The most expensive new homes — relative to similar “second-hand” homes nearby — are in King’s Cross. Here the average price is £868,657, compared with £584,919 for a home which has already been lived in, a difference of almost £300,000.
King’s Cross does have some run-down areas on its doorstep, but the premium phenomenon is alive and well in more upmarket areas, too. At Fulham Riverside the average apartment price stands at £1,063,023, compared to £727,364 on the second-hand market, a difference of £335,659.
The research compared the price of new and used flats sold in 10 key London regeneration areas over the past 12 months and found substantial premiums being charged in all of them. The smallest premiums — a relatively modest 27 per cent — are being charged at Earls Court and Woolwich.

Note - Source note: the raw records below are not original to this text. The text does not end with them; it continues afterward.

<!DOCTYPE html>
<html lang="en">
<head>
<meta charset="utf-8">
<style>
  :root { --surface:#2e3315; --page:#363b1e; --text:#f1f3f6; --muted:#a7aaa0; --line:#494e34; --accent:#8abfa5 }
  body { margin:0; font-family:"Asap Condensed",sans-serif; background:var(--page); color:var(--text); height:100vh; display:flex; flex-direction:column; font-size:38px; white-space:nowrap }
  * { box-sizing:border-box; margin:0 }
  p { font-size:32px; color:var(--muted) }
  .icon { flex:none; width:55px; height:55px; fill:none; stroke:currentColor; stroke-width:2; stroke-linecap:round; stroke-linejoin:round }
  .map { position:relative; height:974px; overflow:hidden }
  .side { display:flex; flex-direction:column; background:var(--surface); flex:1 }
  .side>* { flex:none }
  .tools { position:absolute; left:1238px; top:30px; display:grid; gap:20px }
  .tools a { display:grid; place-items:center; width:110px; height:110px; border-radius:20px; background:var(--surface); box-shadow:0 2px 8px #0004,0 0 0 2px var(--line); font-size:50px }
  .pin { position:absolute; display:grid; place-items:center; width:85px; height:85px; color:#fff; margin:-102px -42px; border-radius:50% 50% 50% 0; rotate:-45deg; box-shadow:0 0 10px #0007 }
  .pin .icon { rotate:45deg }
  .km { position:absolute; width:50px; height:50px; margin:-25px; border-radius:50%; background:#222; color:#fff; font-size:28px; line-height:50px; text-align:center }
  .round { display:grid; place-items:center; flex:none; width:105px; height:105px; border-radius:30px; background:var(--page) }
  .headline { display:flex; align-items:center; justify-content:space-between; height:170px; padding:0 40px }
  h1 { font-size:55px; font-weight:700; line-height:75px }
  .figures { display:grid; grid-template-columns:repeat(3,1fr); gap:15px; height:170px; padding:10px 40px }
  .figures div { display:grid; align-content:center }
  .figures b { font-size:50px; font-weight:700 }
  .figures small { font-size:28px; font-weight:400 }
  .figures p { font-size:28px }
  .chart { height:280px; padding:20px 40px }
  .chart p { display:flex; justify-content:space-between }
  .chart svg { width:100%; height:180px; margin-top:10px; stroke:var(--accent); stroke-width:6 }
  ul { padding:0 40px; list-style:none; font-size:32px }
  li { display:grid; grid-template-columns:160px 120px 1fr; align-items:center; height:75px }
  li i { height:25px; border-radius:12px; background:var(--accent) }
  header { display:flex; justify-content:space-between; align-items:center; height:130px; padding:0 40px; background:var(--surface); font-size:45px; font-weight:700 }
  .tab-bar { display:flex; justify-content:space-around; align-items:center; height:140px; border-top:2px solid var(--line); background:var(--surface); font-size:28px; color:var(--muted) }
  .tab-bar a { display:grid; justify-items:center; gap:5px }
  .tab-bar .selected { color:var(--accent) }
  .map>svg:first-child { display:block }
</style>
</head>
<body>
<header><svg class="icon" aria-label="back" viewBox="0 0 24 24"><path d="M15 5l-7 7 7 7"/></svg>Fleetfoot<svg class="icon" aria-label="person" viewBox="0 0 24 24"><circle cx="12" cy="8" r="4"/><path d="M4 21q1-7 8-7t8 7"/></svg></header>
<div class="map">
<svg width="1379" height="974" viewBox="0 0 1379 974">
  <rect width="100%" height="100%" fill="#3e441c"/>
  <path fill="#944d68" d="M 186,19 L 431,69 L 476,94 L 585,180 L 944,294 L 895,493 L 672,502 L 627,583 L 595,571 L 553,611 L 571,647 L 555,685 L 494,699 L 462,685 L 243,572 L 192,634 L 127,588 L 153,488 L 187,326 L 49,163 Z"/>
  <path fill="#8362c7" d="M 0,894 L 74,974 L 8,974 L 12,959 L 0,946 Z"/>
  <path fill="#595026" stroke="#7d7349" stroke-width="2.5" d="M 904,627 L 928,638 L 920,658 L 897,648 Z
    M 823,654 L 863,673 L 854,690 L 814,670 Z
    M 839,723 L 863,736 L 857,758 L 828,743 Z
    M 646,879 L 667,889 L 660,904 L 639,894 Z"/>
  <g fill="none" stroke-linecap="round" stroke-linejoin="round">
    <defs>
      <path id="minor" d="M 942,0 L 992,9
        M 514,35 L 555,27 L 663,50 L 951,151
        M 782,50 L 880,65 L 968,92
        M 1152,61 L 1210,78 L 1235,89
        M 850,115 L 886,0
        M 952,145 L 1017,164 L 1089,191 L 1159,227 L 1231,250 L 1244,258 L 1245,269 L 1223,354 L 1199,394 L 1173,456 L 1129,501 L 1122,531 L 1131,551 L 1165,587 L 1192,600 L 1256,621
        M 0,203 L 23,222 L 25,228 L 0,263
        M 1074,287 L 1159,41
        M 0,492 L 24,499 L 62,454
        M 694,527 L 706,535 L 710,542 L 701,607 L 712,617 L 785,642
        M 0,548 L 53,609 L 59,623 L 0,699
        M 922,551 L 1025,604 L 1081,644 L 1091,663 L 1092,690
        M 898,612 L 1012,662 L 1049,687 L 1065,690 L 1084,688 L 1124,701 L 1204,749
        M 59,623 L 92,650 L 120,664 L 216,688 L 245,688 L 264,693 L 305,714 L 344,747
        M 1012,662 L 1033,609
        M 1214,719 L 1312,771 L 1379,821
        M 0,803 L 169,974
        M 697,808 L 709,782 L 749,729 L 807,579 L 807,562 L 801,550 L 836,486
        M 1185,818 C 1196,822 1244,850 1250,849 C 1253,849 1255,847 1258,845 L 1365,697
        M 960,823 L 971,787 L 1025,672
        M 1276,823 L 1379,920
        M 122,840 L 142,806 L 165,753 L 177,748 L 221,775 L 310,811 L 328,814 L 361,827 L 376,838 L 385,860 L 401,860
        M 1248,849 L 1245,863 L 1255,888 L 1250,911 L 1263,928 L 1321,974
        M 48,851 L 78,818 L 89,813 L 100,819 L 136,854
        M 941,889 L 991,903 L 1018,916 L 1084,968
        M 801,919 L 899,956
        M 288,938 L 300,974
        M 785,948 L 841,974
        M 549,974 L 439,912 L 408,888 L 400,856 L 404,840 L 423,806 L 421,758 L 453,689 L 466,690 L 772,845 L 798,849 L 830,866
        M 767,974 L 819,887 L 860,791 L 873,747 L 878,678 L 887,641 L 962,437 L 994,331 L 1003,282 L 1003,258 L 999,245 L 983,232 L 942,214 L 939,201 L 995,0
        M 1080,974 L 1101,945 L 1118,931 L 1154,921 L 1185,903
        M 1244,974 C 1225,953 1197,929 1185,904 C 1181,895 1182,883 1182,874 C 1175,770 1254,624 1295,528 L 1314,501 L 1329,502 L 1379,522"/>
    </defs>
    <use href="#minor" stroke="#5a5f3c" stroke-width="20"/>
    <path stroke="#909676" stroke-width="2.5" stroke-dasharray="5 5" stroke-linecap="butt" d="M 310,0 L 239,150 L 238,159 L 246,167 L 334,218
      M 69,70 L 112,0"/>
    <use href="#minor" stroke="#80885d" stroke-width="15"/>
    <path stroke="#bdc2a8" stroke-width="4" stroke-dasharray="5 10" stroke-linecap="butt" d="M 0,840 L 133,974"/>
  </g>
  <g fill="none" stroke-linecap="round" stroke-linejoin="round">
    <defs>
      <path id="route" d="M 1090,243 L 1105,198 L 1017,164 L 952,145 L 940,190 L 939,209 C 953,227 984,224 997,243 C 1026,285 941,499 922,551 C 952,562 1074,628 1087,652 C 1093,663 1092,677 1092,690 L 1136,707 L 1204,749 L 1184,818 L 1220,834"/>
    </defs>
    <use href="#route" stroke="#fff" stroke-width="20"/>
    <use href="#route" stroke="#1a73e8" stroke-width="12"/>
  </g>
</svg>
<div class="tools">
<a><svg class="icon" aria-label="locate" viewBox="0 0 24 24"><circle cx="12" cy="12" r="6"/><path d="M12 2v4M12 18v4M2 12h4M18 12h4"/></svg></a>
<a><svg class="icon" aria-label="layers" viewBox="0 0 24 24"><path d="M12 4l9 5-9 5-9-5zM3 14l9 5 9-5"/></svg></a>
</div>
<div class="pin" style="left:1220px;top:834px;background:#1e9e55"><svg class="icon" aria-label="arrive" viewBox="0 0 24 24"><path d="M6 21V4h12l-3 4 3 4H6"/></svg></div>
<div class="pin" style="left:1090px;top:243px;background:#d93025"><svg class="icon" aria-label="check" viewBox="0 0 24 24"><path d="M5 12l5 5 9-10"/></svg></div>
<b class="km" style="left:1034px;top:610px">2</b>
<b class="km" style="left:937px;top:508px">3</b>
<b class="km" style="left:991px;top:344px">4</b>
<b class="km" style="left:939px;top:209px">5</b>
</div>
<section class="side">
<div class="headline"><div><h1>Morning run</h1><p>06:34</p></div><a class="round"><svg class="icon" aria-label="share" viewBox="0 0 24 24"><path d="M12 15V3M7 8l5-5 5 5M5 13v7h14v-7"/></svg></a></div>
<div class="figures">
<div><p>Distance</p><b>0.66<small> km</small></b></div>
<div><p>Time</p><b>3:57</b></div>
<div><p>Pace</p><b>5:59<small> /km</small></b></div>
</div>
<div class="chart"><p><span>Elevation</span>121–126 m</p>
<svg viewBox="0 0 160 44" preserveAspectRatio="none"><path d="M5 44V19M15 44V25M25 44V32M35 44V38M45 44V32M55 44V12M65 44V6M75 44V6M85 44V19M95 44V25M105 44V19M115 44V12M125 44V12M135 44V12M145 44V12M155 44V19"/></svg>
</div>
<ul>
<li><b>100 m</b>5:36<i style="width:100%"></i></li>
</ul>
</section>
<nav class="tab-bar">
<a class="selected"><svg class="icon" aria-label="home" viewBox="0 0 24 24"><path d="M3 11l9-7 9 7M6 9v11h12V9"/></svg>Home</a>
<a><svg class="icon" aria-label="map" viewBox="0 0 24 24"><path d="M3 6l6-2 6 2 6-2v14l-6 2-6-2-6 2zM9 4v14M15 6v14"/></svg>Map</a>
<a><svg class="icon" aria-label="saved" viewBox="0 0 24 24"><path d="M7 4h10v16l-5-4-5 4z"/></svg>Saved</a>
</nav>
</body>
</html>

Marcus Dixon, head of research and data analysis at LonRes, says that over the past five years the price of new flats has skyrocketed, overtaking the cost of an older property.
“The average value achieved for new flats sold across Greater London has increased by 70 per cent in the past five years, compared with 31 per cent for second-hand flats,” he says.
“Much of this increase in achieved prices has been the result of more luxurious developments in higher-value areas of London, with a handful of new developments in prime central London achieving more than double the amount per square foot than neighbouring properties on the second-hand market.
“Five years ago the average price of a new-build flat sold across Greater London was five per cent lower than the average value of second-hand flats, by this year the premium for new flats had risen to 24 per cent.”
Buying agent Jo Eccles, managing director of Sourcing Property, pointed out that new-build homes tend to be larger and better laid out than period conversions.
“One-bed flats in new-build schemes tend to start at around 530sq ft, whereas one-bed flats in period conversions start from around 450sq ft,” she says.
“These types of properties are very popular with downsizers; we work with quite a lot of older clients who are selling their family houses and buying in new schemes in order to minimise stairs and benefit from a lift and porter, plus they often don’t want the additional work of maintaining a garden.
“We also see parents investing their money in new-build flats while their children are very young so that they can let it out hassle-free and almost forget about it until their children grow older, then sell the property and help them get on the ladder.”

John Morley, founder and managing director of Johns & Co, specialises in selling new-build property. He pointed out that modern homes tend to be more energy efficient — and therefore cheaper to run — than their older counterparts. And if the market is on the rise a new-build property can be worth more than it cost by the time it is completed.
When it comes to investment, Merton Croisdale-Appleby, a director of Maskells estate agents, says the best buys are in developments in areas where supply of modern homes is limited. “In areas where large numbers of new builds are under construction, with continued new stock on the horizon, it can lead to better-value opportunities for those buying second hand.”